Buenos Aires-19 de abril de 2026-Total News Agency-TNA- Lo que en 2025 había empezado en la planta baja, en el polígono de tiro y en medio de un episodio que Total News Agency ya había marcado como cuanto menos curioso, ahora volvió a encender alarmas en un punto bastante más sensible: los pisos altos del Edificio Libertad, sede del Estado Mayor General de la Armada, donde el incendio de este sábado por la noche alcanzó áreas de archivo, depósitos y oficinas, es decir, sectores internos de una estructura estratégica de la fuerza.
El nuevo siniestro se desató alrededor de las 20 en el edificio de Comodoro Py 2055, en Retiro, y activó un operativo de emergencia con intervención de Bomberos de la Ciudad, Policía Federal Argentina y personal del SAME. El fuego obligó a evacuar a unas 75 personas y cinco de ellas debieron ser asistidas por inhalación de monóxido de carbono, aunque ninguna necesitó traslado hospitalario. El dato alivió en medio del susto, pero no borró la dimensión del episodio ni la preocupación por el lugar donde volvió a producirse.

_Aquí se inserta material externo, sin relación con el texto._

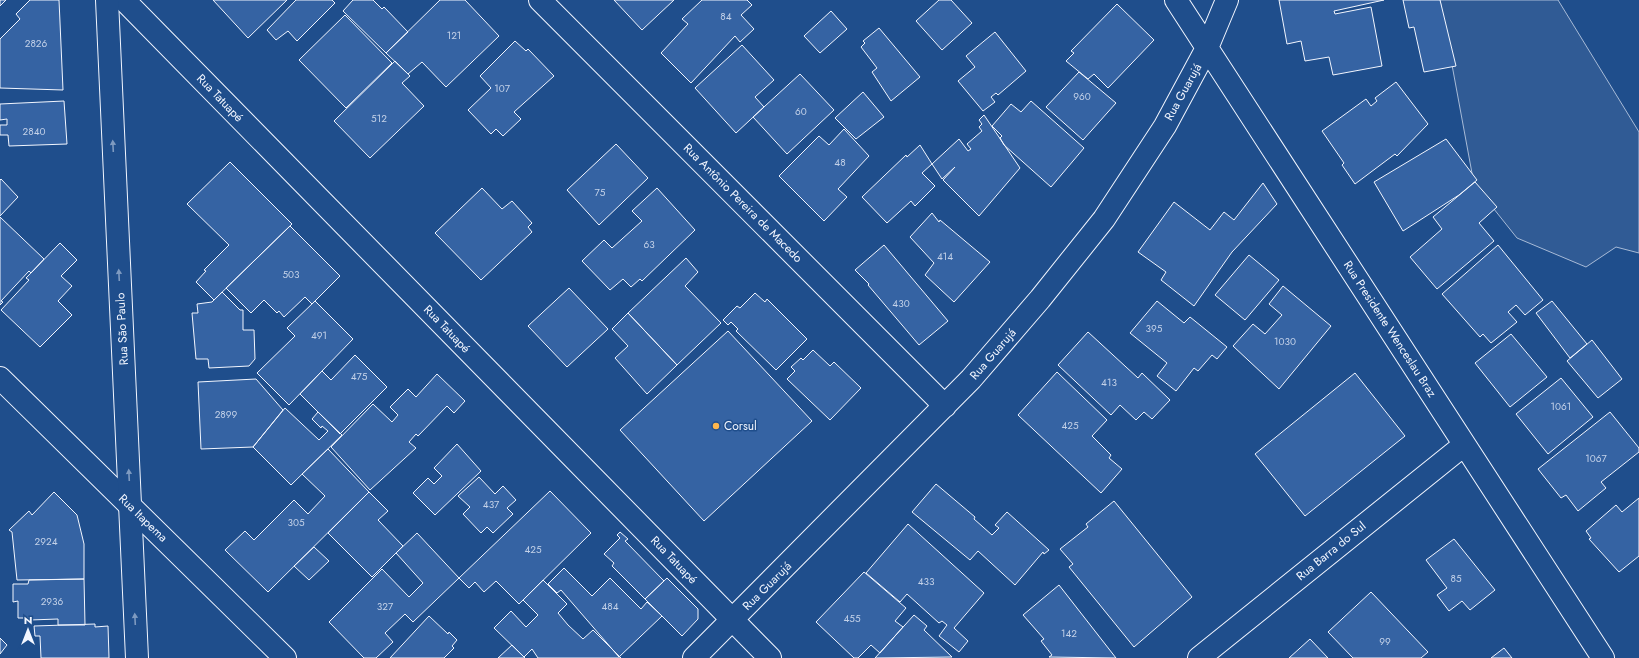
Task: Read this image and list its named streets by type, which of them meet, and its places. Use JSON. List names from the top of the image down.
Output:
{
  "streets": {
    "street": [
      "Rua Guarujá",
      "Rua Tatuapé",
      "Rua Antônio Pereira de Macedo",
      "Rua São Paulo",
      "Rua Presidente Wenceslau Braz",
      "Rua Itapema",
      "Rua Barra do Sul"
    ]
  },
  "crossings": [
    ["Rua Guarujá", "Rua Tatuapé"],
    ["Rua Guarujá", "Rua Antônio Pereira de Macedo"],
    ["Rua Guarujá", "Rua Presidente Wenceslau Braz"],
    ["Rua São Paulo", "Rua Itapema"],
    ["Rua Presidente Wenceslau Braz", "Rua Barra do Sul"]
  ],
  "one_way": ["Rua São Paulo"],
  "places": ["Corsul"],
  "house_numbers": [
    "84",
    "121",
    "2826",
    "107",
    "960",
    "60",
    "512",
    "2840",
    "48",
    "75",
    "63",
    "414",
    "503",
    "430",
    "395",
    "491",
    "1030",
    "475",
    "413",
    "1061",
    "2899",
    "425",
    "1067",
    "437",
    "305",
    "2924",
    "425",
    "85",
    "433",
    "2936",
    "327",
    "484",
    "455",
    "142",
    "99"
  ],
  "north": "top"
}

Según las primeras precisiones conocidas en las horas posteriores, el foco principal impactó los pisos 12 y 13, donde se encuentra la jefatura naval Y el despacho del Sub Jefe en el 12. En esos niveles, siempre de acuerdo con fuentes policiales citadas por reportes coincidentes, resultaron comprometidas una escalera con material acopiado, una oficina improvisada, un archivo y áreas de depósito. Es decir, no se trató de un incidente menor o de un foco aislado en una zona exterior del predio, sino de un avance del fuego sobre espacios en altura dentro del edificio que concentra la conducción superior de la Armada Argentina. Segun pudo saber Total News Agency, el origen de las llamas se dio en el piso 12 por desperfectos eléctricos.
Ahí aparece el punto que más ruido hace. En septiembre de 2025, el antecedente informado oficialmente por la propia Armada Argentina había sido ubicado en la parte frontal del inmueble, en el parabalas de goma del polígono de tiro, durante un adiestramiento rutinario. Aquella vez el episodio derivó en evacuaciones preventivas, fuerte presencia del SAME y hasta el vuelco de una ambulancia que iba hacia el operativo, pero el foco estaba fuera del corazón alto del edificio. Ahora, en cambio, las llamas aparecieron en plantas superiores y tocaron sectores que por ubicación, función y contexto interno no pueden ser leídos como un dato menor.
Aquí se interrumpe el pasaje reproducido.